Dataset content
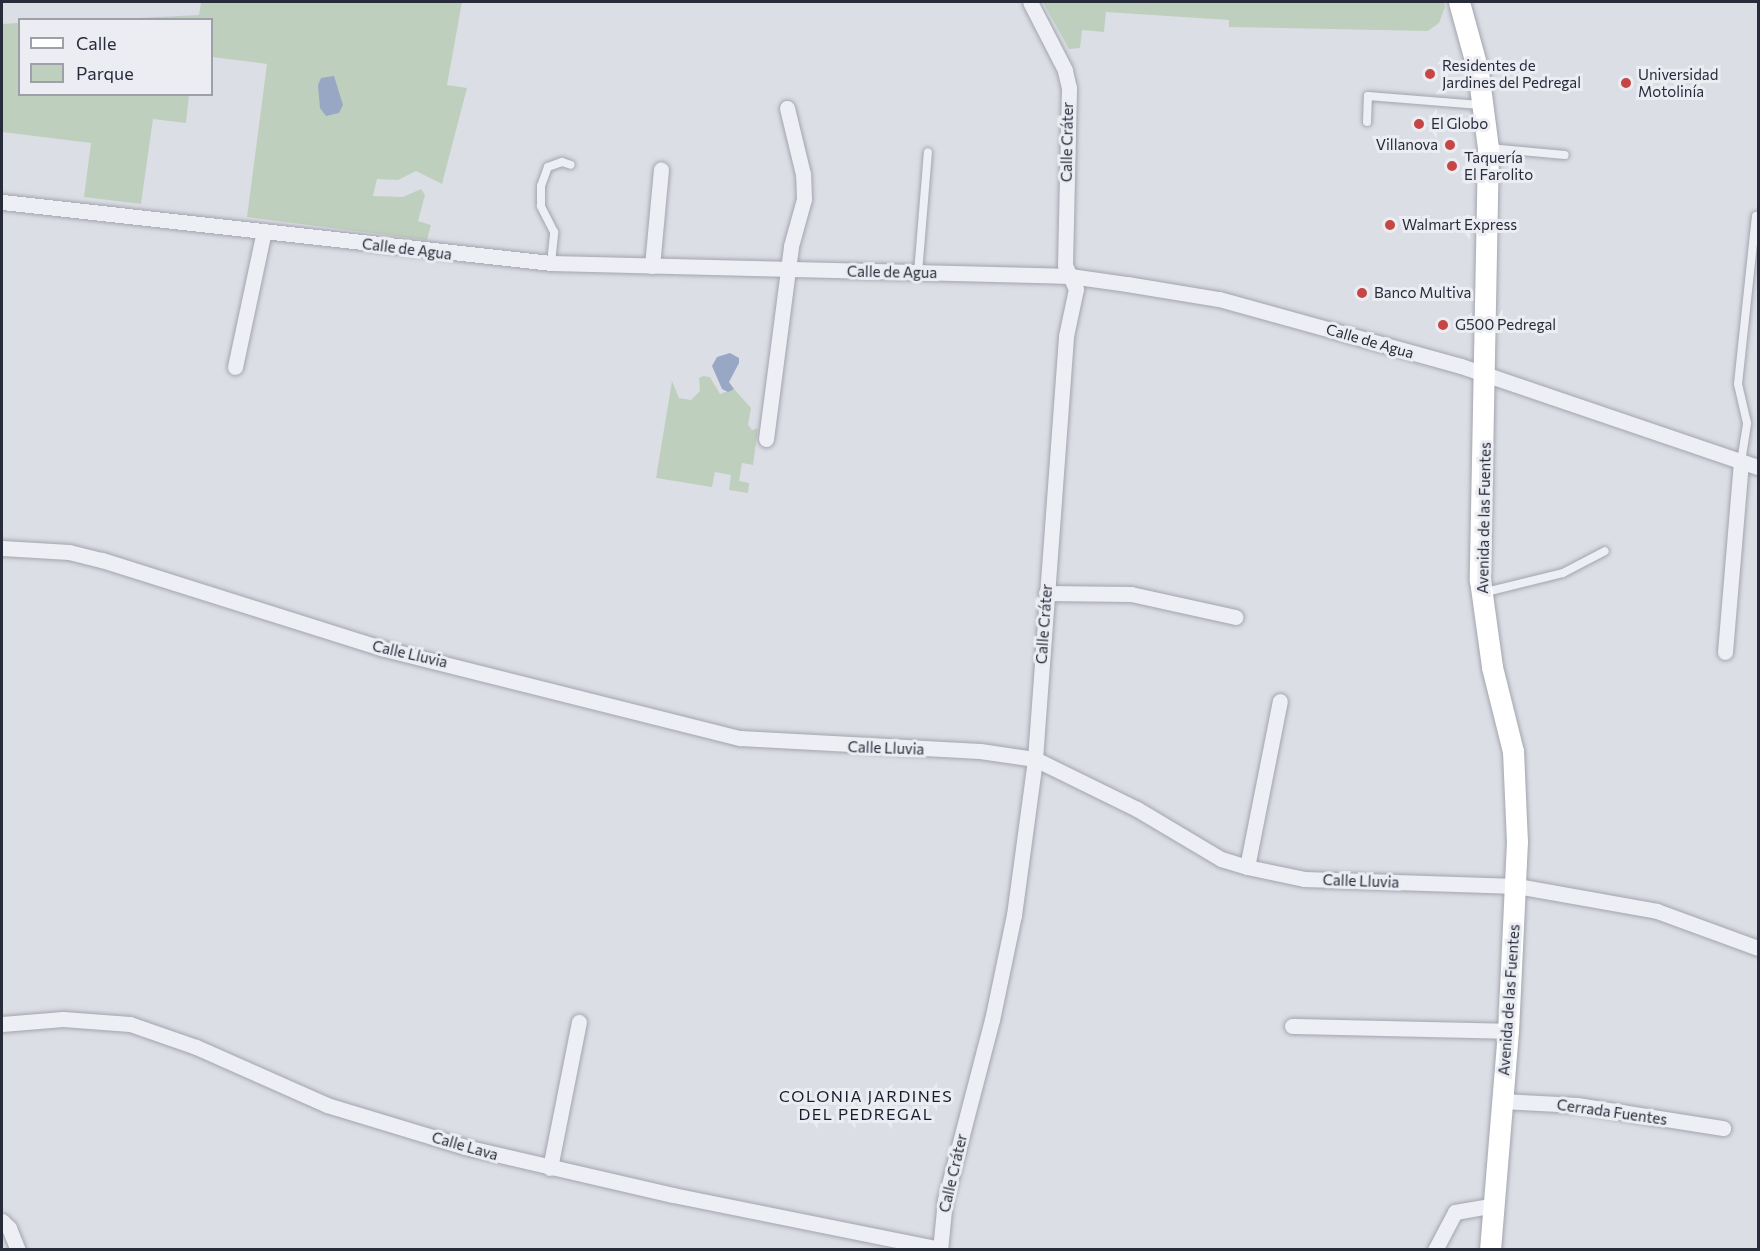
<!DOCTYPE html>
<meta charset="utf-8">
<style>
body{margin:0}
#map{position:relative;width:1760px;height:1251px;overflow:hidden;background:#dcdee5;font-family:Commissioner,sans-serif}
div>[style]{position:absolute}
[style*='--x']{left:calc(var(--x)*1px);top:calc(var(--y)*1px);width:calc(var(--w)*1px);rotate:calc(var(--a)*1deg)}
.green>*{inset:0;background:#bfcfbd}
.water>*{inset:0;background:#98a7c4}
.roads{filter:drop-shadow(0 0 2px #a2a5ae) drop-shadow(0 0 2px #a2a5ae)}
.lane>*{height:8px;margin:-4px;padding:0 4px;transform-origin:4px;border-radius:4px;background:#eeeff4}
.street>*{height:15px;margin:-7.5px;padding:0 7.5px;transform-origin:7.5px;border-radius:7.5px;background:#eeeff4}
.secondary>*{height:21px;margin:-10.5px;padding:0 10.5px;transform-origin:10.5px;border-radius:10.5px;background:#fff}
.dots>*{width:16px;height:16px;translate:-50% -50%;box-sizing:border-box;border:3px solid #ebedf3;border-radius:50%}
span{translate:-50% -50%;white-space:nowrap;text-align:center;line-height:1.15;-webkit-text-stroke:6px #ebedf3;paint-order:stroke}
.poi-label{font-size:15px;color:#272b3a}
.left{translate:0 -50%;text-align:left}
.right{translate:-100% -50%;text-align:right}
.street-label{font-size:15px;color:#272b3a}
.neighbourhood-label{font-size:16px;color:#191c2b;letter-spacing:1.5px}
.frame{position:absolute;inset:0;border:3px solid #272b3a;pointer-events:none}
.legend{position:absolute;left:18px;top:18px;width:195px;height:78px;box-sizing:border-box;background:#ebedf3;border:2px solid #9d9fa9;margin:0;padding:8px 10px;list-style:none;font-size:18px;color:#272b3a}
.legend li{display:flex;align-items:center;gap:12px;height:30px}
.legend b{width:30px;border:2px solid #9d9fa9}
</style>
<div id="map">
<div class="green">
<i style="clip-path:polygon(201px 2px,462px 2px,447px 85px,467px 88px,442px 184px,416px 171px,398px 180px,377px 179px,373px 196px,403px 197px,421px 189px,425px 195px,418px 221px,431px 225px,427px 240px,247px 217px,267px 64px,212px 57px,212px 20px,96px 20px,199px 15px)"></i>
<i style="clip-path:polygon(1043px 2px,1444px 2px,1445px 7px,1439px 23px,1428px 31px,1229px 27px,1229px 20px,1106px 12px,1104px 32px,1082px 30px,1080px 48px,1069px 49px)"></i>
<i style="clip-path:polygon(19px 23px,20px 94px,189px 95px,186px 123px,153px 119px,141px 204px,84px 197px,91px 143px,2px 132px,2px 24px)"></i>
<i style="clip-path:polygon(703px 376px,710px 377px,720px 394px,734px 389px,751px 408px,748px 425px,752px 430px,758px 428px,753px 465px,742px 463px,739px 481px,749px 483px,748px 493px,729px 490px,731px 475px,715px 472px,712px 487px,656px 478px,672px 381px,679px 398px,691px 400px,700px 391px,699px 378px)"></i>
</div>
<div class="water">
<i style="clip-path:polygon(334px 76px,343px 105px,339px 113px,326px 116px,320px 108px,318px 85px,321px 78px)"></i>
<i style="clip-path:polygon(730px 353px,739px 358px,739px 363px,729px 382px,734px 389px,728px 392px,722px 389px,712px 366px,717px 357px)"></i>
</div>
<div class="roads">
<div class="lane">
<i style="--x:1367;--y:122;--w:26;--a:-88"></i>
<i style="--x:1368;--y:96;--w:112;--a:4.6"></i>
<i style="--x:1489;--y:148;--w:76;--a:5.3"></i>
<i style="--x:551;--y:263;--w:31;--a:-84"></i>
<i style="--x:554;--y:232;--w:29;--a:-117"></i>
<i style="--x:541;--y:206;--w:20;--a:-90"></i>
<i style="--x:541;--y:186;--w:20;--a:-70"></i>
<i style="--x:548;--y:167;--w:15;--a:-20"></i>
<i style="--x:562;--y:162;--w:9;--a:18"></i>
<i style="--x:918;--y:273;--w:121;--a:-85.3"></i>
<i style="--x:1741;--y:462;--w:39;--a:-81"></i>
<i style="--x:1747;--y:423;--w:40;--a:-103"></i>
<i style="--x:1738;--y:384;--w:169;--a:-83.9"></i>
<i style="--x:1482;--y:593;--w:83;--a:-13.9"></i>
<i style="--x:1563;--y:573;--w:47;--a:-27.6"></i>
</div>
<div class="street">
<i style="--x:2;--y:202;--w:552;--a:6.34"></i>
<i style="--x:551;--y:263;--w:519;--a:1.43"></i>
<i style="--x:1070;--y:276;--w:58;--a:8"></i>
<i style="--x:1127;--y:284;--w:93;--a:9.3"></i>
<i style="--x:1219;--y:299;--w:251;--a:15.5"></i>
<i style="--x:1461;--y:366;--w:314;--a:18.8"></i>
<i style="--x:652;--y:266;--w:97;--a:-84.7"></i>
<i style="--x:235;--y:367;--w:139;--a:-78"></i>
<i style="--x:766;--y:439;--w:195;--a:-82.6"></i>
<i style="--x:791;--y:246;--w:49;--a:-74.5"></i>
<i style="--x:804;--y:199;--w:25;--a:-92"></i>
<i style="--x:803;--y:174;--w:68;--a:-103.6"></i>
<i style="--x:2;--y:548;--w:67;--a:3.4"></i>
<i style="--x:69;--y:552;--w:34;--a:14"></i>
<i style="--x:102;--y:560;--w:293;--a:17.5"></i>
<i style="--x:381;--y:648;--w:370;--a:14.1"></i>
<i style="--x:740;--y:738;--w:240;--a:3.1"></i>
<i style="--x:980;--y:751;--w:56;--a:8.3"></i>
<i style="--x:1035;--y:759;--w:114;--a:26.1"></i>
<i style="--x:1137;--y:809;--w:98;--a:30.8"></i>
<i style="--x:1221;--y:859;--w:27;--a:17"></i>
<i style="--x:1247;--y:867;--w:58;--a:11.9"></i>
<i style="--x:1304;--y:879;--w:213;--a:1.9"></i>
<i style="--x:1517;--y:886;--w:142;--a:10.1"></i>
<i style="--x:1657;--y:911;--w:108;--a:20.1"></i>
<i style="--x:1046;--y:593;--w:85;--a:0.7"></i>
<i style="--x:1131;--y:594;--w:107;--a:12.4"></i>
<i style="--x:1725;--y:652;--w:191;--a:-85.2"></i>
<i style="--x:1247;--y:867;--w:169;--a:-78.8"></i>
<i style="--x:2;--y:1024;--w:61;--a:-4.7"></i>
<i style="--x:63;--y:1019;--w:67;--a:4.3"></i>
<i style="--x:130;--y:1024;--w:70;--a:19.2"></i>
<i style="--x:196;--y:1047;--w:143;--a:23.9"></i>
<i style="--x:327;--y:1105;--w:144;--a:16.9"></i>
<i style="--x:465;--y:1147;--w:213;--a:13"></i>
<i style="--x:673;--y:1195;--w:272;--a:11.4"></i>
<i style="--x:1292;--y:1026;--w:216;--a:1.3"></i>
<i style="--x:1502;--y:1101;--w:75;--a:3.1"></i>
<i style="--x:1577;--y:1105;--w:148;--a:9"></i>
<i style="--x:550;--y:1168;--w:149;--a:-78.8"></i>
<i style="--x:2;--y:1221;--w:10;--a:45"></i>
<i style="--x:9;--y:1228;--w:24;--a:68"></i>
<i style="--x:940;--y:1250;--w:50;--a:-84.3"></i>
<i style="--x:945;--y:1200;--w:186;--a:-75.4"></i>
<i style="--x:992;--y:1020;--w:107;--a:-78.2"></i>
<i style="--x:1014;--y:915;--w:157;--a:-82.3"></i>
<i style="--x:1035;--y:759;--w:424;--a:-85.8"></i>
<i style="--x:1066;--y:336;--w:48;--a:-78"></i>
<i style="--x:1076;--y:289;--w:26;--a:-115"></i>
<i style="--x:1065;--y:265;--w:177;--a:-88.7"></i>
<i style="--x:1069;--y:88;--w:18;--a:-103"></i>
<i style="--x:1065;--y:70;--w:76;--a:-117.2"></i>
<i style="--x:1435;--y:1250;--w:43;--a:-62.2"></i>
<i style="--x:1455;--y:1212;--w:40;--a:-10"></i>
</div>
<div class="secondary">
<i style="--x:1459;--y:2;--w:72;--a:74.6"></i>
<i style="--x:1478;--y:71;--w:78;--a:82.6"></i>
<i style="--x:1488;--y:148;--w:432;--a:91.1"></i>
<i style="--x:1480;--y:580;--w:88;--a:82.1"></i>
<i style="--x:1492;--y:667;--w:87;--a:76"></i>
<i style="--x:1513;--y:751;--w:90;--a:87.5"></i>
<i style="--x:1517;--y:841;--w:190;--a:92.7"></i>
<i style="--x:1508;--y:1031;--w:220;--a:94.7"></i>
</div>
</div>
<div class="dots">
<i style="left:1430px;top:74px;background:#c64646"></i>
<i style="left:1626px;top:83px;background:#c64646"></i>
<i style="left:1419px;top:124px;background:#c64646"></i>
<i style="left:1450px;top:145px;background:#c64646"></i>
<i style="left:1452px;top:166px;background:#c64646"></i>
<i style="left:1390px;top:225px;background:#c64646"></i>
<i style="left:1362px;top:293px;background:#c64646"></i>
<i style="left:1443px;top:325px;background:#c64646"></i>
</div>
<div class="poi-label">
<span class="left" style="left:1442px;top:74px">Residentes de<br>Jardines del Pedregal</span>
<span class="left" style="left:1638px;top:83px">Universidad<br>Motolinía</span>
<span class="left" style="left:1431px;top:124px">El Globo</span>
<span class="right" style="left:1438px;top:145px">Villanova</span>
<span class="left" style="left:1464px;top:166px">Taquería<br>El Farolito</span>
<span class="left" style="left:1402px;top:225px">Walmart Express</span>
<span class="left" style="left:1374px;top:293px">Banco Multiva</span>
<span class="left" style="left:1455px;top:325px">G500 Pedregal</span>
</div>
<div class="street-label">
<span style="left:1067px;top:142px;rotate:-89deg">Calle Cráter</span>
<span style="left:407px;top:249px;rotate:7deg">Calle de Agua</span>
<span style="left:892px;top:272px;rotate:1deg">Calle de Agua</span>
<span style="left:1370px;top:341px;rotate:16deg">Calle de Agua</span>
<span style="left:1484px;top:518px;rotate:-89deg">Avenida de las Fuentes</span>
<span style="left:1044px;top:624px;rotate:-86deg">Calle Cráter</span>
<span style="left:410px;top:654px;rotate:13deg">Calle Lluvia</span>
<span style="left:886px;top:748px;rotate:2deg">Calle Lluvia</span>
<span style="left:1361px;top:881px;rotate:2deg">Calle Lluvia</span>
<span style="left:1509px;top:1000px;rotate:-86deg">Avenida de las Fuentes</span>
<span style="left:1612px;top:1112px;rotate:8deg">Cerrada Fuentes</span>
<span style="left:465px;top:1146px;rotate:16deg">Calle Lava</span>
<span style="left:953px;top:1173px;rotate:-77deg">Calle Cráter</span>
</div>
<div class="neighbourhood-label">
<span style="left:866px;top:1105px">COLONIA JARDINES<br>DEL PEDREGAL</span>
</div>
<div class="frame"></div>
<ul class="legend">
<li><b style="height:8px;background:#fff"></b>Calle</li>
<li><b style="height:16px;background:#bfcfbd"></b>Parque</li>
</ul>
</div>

Description of the task
Show the lines above that include "roads".

Result of this exercise
.roads{filter:drop-shadow(0 0 2px #a2a5ae) drop-shadow(0 0 2px #a2a5ae)}
<div class="roads">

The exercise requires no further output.